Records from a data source
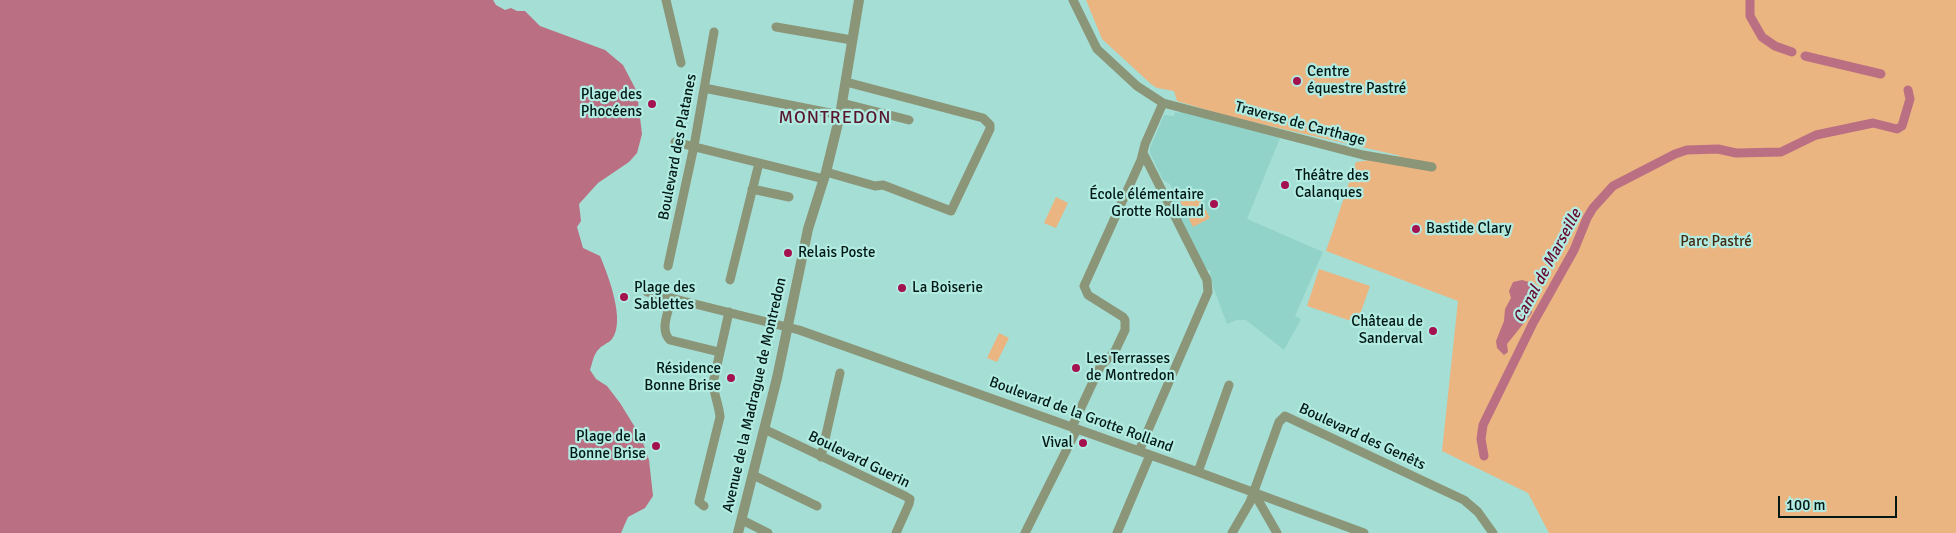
<!DOCTYPE html>
<meta charset="utf-8">
<style>
body{margin:0}
#map{position:relative;width:1956px;height:533px;overflow:hidden;background:#a5ded4;font-family:Signika,sans-serif}
canvas{display:block}
.scale{position:absolute;left:1778px;top:496px;width:119px;height:22px;box-sizing:border-box;border:2px solid #021815;border-top:0;padding-left:6px;font-size:15px;line-height:18px;white-space:nowrap;color:#021815;-webkit-text-stroke:4px #b2ebe1;paint-order:stroke}
</style>
<div id="map">
<canvas width="1956" height="533"></canvas>
<div class="scale">100 m</div>
</div>
<script>
const g = document.querySelector('canvas').getContext('2d');
g.lineJoin = 'round';
function fillPath(path, color) { g.fillStyle = color; g.fill(path, 'evenodd'); }
function trace(path, color, width, dash) { g.strokeStyle = color; g.lineWidth = width; g.lineCap = dash ? 'butt' : 'round'; g.setLineDash(dash || []); g.stroke(path); }
function label(font, color, halo, rows, align = 'center') {
  g.font = font + ' Signika,sans-serif'; g.lineWidth = 4.5; g.setLineDash([]); g.textBaseline = 'middle'; g.strokeStyle = halo; g.fillStyle = color; for (const [text, x, y, turn = 0] of rows) {
    g.save(); g.translate(x, y); g.rotate((+turn || 0) * Math.PI / 180); g.textAlign = isNaN(turn) ? turn : align; if (halo) g.strokeText(text, 0, 0); g.fillText(text, 0, 0); g.restore();
  }
}
fillPath(new Path2D(`
 M1180,111L1280,138L1247,219L1323,252L1295,316L1301,319L1284,350L1246,320H1237L1227,324L1209,276L1211,271L1205,268L1178,214L1173,199L1176,198L1170,184L1163,180L1150,153V148L1164,115L1174,116L1175,112L1179,113Z`), '#91d3c9');
fillPath(new Path2D(`
 M1086,0H1956V533H1549L1528,493L1442,451L1458,301L1326,251L1356,162L1401,156L1231,117L1177,101L1174,91L1157,88L1151,84L1102,39Z
 M1196,191L1210,218L1193,227L1179,199Z
 M1056,197L1068,203L1056,228L1044,223Z
 M1319,269L1370,286L1357,323L1307,306Z
 M999,333L1009,338L997,362L987,358Z`), '#ebb582');
fillPath(new Path2D(`
 M0,0H493L496,5L505,10L511,8L517,11H525L540,26L605,50L623,65L635,88L638,101L642,134L637,153L629,162L598,183L579,204L581,221L577,227L583,248L600,256C608,275 626,321 612,339C609,343 602,345 599,349C594,353 592,364 590,370L596,379L607,386L620,403L641,437L649,460L653,496L645,508L628,517L621,533H0Z
 M1522,280L1536,284C1536,294 1530,303 1532,313L1507,344L1508,352L1504,355L1497,348L1496,341L1504,321L1505,309L1511,298L1509,291L1513,282Z`), '#ba6f82');
trace(new Path2D(`
 M1750,0V16L1762,37L1775,46L1792,52
 M1805,56L1881,74
 M1484,456L1481,439L1483,425L1533,323L1574,250L1587,218L1593,208L1613,186L1675,154L1687,150L1718,149L1736,153L1781,152L1816,135L1873,123L1897,129L1902,126L1910,99L1908,90`), '#ba6f82', 9);
trace(new Path2D(`
 M666,0L681,63
 M1073,0L1097,49L1137,86L1163,103L1363,155L1432,167
 M776,27L852,40
 M709,89L840,115
 M842,103L909,120
 M675,142L824,179
 M826,172L875,186L883,185L951,211L990,129V125L983,118L846,82
 M752,189L789,197
 M668,266L694,146L714,32
 M730,280L759,163
 M647,292L799,330L1198,472L1364,533
 M672,298C669,310 659,330 670,340L719,352
 M1072,427L1100,367L1115,351L1125,330V320L1123,317L1088,295L1084,286L1141,160L1145,144L1163,103
 M764,429L905,496L910,499L909,504L896,533
 M1139,451L1208,292L1207,280L1144,155
 M821,457L840,373
 M1198,472L1229,385
 M753,475L817,506
 M1254,493L1277,533
 M704,506L699,502L720,417C719,405 714,395 713,383L729,312
 M742,520L768,533
 M1025,533L1077,429
 M1117,533L1150,455
 M1232,533L1250,502L1279,422L1285,416L1464,500L1478,512L1493,533`), '#8b9578', 9);
trace(new Path2D(`
 M738,533L777,378L808,229L826,172L840,115L859,0`), '#8b9578', 10);
for (const [x, y, r, color] of [
 [1297,81,5,"#a41150"],
 [652,104,5,"#a41150"],
 [1285,185,5,"#a41150"],
 [1214,204,5,"#a41150"],
 [1416,229,5,"#a41150"],
 [788,253,5,"#a41150"],
 [902,288,5,"#a41150"],
 [624,297,5,"#a41150"],
 [1433,331,5,"#a41150"],
 [1076,368,5,"#a41150"],
 [731,378,5,"#a41150"],
 [1083,443,5,"#a41150"],
 [656,446,5,"#a41150"]
]) { const dot = new Path2D(); dot.arc(x, y, r, 0, 2 * Math.PI); g.fillStyle = color; g.fill(dot); trace(dot, '#b2ebe1', 2); }
label('15px', '#021815', '#b2ebe1', [
 ["Centre",1307,72],
 ["équestre Pastré",1307,89],
 ["Plage des",642,95,"right"],
 ["Phocéens",642,112,"right"],
 ["Théâtre des",1295,176],
 ["Calanques",1295,193],
 ["École élémentaire",1204,195,"right"],
 ["Grotte Rolland",1204,212,"right"],
 ["Bastide Clary",1426,229],
 ["Relais Poste",798,253],
 ["Plage des",634,288],
 ["Sablettes",634,305],
 ["La Boiserie",912,288],
 ["Château de",1423,322,"right"],
 ["Sanderval",1423,339,"right"],
 ["Les Terrasses",1086,359],
 ["de Montredon",1086,376],
 ["Résidence",721,369,"right"],
 ["Bonne Brise",721,386,"right"],
 ["Plage de la",646,437,"right"],
 ["Bonne Brise",646,454,"right"],
 ["Vival",1073,443,"right"]
], 'left');
label('15px', '#021815', '#b2ebe1', [
 ["Traverse de Carthage",1300,124,15],
 ["Boulevard des Platanes",678,147,-79],
 ["Avenue de la Madrague de Montredon",755,395,-77],
 ["Boulevard de la Grotte Rolland",1081,415,20],
 ["Boulevard des Genêts",1362,437,25],
 ["Boulevard Guerin",859,460,26]
]);
label('15px', '#432b13', '#b2ebe1', [
 ["Parc Pastré",1716,242]
]);
label('italic 16px', '#680931', '#b2ebe1', [
 ["Canal de Marseille",1548,266,-62]
]);
g.letterSpacing = '1px';
label('18px', '#59162d', '#b2ebe1', [
 ["MONTREDON",835,118]
]);
g.letterSpacing = '0px';
</script>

### [What is being asked]
Beginning with the line that has "M647,292L799,330L1198,472L1364,533" and ending with the line that has "for (const [x, y, r, color]", set down the lines above exactly and include no others.

### [Solution to the problem]
 M647,292L799,330L1198,472L1364,533
 M672,298C669,310 659,330 670,340L719,352
 M1072,427L1100,367L1115,351L1125,330V320L1123,317L1088,295L1084,286L1141,160L1145,144L1163,103
 M764,429L905,496L910,499L909,504L896,533
 M1139,451L1208,292L1207,280L1144,155
 M821,457L840,373
 M1198,472L1229,385
 M753,475L817,506
 M1254,493L1277,533
 M704,506L699,502L720,417C719,405 714,395 713,383L729,312
 M742,520L768,533
 M1025,533L1077,429
 M1117,533L1150,455
 M1232,533L1250,502L1279,422L1285,416L1464,500L1478,512L1493,533`), '#8b9578', 9);
trace(new Path2D(`
 M738,533L777,378L808,229L826,172L840,115L859,0`), '#8b9578', 10);
for (const [x, y, r, color] of [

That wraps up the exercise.